*** Opening SOURCE DATA ***
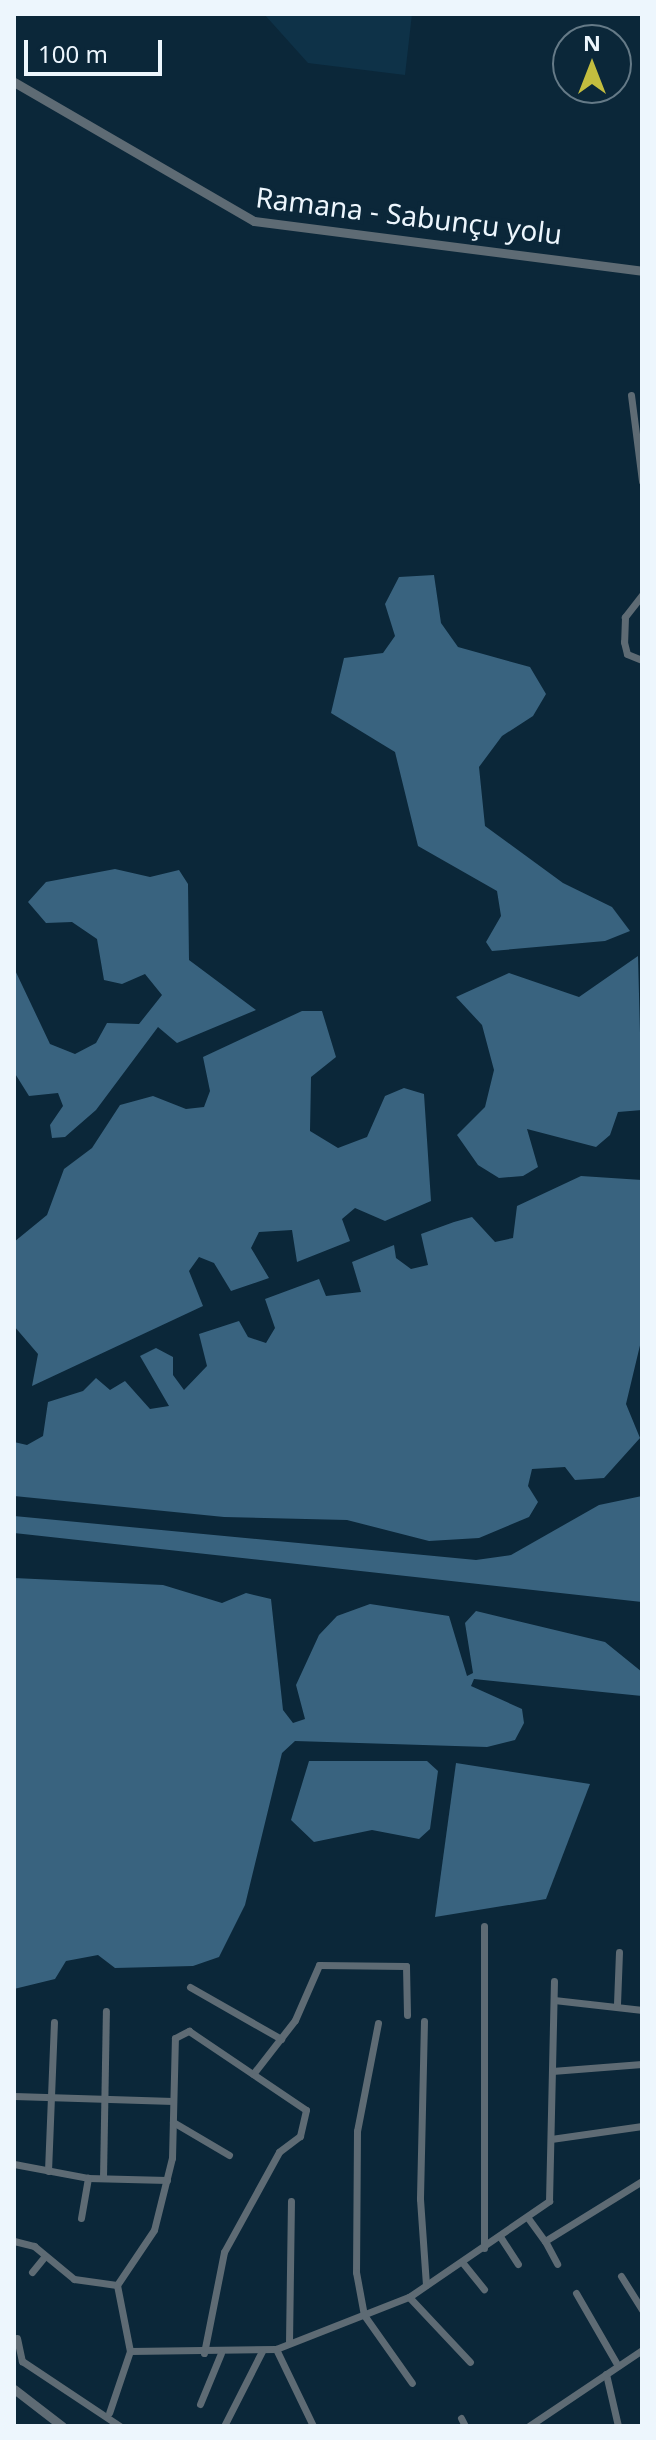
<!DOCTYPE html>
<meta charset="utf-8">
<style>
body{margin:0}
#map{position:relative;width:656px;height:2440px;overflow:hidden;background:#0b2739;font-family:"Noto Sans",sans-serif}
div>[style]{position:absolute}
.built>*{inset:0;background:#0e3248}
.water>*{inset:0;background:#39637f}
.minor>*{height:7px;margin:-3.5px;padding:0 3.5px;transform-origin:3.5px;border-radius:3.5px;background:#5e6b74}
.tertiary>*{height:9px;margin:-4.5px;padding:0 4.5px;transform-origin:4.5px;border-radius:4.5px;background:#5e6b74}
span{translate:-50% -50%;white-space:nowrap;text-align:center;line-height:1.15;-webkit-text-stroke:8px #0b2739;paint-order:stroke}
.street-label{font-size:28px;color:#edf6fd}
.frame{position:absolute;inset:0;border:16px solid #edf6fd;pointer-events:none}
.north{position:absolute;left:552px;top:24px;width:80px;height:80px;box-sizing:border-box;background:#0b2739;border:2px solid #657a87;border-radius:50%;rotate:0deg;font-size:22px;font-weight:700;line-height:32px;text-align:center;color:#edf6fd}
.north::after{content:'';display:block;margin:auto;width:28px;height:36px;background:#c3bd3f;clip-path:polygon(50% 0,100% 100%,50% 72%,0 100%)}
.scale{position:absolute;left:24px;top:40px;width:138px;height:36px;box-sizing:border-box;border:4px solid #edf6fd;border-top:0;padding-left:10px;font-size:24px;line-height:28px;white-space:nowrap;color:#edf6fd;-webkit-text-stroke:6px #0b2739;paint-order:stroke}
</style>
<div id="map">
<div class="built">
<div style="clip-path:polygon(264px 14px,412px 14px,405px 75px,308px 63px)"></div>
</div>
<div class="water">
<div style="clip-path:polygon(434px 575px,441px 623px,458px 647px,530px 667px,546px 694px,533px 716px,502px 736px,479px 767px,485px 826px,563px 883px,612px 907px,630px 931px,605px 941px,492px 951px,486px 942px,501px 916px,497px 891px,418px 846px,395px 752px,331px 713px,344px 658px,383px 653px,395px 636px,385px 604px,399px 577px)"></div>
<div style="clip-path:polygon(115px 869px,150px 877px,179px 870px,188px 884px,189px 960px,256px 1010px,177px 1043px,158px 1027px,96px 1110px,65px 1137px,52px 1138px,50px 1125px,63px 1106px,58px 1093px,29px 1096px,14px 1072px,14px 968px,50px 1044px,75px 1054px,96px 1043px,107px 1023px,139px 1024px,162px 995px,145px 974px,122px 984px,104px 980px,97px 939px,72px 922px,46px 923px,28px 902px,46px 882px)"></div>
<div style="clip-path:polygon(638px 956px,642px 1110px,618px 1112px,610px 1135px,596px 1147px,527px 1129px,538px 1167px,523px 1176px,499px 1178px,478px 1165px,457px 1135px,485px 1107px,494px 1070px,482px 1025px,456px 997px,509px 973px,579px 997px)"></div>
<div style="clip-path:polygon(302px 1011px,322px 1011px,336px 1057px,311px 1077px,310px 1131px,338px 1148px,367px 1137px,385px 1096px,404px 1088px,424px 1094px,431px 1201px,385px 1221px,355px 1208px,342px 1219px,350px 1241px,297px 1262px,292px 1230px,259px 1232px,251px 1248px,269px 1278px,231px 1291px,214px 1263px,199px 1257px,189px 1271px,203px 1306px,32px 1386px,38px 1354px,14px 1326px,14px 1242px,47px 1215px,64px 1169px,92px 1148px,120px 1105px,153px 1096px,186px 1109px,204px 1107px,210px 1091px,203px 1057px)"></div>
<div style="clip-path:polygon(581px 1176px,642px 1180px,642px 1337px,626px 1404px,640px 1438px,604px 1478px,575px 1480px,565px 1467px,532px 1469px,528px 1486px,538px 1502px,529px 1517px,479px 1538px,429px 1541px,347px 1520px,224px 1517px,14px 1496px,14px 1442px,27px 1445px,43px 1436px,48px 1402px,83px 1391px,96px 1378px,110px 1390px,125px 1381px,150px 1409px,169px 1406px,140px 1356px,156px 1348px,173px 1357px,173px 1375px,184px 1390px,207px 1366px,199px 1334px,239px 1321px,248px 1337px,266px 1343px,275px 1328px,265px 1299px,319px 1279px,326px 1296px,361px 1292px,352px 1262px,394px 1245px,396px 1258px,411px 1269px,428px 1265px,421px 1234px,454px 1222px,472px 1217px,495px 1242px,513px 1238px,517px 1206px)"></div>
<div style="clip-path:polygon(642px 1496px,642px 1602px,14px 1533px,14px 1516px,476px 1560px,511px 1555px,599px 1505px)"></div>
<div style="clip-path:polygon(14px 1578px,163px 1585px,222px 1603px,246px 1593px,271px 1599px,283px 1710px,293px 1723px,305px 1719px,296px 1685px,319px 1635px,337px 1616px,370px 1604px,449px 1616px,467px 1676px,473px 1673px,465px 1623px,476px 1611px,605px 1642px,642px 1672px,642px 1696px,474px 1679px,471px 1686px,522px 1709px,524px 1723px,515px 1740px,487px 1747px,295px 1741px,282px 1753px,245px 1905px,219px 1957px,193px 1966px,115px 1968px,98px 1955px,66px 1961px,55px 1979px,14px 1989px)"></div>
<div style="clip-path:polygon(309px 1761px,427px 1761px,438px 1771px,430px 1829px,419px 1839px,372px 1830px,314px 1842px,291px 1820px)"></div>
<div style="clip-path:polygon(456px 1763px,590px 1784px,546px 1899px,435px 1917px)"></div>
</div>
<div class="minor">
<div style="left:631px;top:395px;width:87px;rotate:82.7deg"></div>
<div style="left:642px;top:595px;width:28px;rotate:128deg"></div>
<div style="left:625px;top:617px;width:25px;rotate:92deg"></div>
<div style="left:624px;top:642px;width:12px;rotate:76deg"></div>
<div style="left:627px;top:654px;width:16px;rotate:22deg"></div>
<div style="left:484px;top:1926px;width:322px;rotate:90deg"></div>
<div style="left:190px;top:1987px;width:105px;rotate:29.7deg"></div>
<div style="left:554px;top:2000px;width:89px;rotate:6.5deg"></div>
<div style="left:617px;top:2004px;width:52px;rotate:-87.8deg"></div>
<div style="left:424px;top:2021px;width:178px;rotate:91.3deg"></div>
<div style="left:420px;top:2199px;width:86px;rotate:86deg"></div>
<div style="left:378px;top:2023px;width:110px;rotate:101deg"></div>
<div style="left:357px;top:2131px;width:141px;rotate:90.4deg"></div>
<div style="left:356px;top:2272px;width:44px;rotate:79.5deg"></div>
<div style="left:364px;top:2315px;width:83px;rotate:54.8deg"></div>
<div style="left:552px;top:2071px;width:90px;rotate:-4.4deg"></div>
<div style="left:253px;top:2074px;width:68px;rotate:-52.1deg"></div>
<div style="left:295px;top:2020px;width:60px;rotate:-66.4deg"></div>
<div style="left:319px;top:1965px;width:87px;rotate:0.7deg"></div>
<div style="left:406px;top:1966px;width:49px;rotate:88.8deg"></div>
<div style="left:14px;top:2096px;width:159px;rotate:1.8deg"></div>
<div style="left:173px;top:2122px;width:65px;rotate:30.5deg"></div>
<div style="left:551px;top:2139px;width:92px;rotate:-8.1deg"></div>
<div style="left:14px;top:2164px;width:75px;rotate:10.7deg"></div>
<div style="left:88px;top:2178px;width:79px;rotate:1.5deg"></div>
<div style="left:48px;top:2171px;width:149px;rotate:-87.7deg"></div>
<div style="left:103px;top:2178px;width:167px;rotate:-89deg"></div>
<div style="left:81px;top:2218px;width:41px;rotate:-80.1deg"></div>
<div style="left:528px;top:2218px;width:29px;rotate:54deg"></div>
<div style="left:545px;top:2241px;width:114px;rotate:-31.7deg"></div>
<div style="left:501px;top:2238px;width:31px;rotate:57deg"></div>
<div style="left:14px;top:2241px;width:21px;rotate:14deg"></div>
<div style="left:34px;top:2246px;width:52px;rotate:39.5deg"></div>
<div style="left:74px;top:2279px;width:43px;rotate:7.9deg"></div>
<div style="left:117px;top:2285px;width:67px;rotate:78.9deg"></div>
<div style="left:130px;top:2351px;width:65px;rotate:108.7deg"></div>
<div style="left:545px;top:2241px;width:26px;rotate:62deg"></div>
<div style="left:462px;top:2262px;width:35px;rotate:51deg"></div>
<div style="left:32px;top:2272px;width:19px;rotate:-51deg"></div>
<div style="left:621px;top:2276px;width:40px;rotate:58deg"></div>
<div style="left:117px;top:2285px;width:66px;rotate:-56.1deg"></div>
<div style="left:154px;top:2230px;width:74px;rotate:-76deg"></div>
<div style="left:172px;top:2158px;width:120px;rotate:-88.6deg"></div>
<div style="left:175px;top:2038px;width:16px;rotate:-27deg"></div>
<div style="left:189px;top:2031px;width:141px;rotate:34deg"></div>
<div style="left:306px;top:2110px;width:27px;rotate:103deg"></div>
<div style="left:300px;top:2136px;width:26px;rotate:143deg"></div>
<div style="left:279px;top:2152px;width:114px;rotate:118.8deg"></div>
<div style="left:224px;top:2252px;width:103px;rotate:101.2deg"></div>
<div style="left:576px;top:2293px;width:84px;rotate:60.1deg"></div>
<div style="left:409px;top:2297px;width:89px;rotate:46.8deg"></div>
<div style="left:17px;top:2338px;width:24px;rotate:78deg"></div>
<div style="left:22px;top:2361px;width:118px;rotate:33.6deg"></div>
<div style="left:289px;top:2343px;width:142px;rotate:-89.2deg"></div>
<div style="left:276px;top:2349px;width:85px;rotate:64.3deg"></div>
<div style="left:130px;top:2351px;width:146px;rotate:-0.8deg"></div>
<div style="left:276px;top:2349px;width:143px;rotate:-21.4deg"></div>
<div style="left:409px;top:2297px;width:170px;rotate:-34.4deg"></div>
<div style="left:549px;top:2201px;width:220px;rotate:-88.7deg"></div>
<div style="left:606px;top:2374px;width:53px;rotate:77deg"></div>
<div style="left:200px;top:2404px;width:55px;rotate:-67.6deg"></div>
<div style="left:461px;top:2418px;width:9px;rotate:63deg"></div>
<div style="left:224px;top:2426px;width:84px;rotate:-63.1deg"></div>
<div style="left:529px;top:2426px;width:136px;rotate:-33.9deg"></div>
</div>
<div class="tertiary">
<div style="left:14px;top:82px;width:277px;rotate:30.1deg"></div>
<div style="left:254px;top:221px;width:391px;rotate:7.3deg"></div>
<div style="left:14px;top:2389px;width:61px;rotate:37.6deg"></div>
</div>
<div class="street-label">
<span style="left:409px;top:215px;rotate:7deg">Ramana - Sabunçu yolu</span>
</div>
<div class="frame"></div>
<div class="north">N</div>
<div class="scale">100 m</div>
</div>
*** Closing SOURCE DATA ***
__TO DO__
Nothing from before the line containing "- Sabunçu yolu</span>" should appear; copy that line and each one after it through the last line of the entries, exactly.

__WRITTEN ANSWER__
<span style="left:409px;top:215px;rotate:7deg">Ramana - Sabunçu yolu</span>
</div>
<div class="frame"></div>
<div class="north">N</div>
<div class="scale">100 m</div>
</div>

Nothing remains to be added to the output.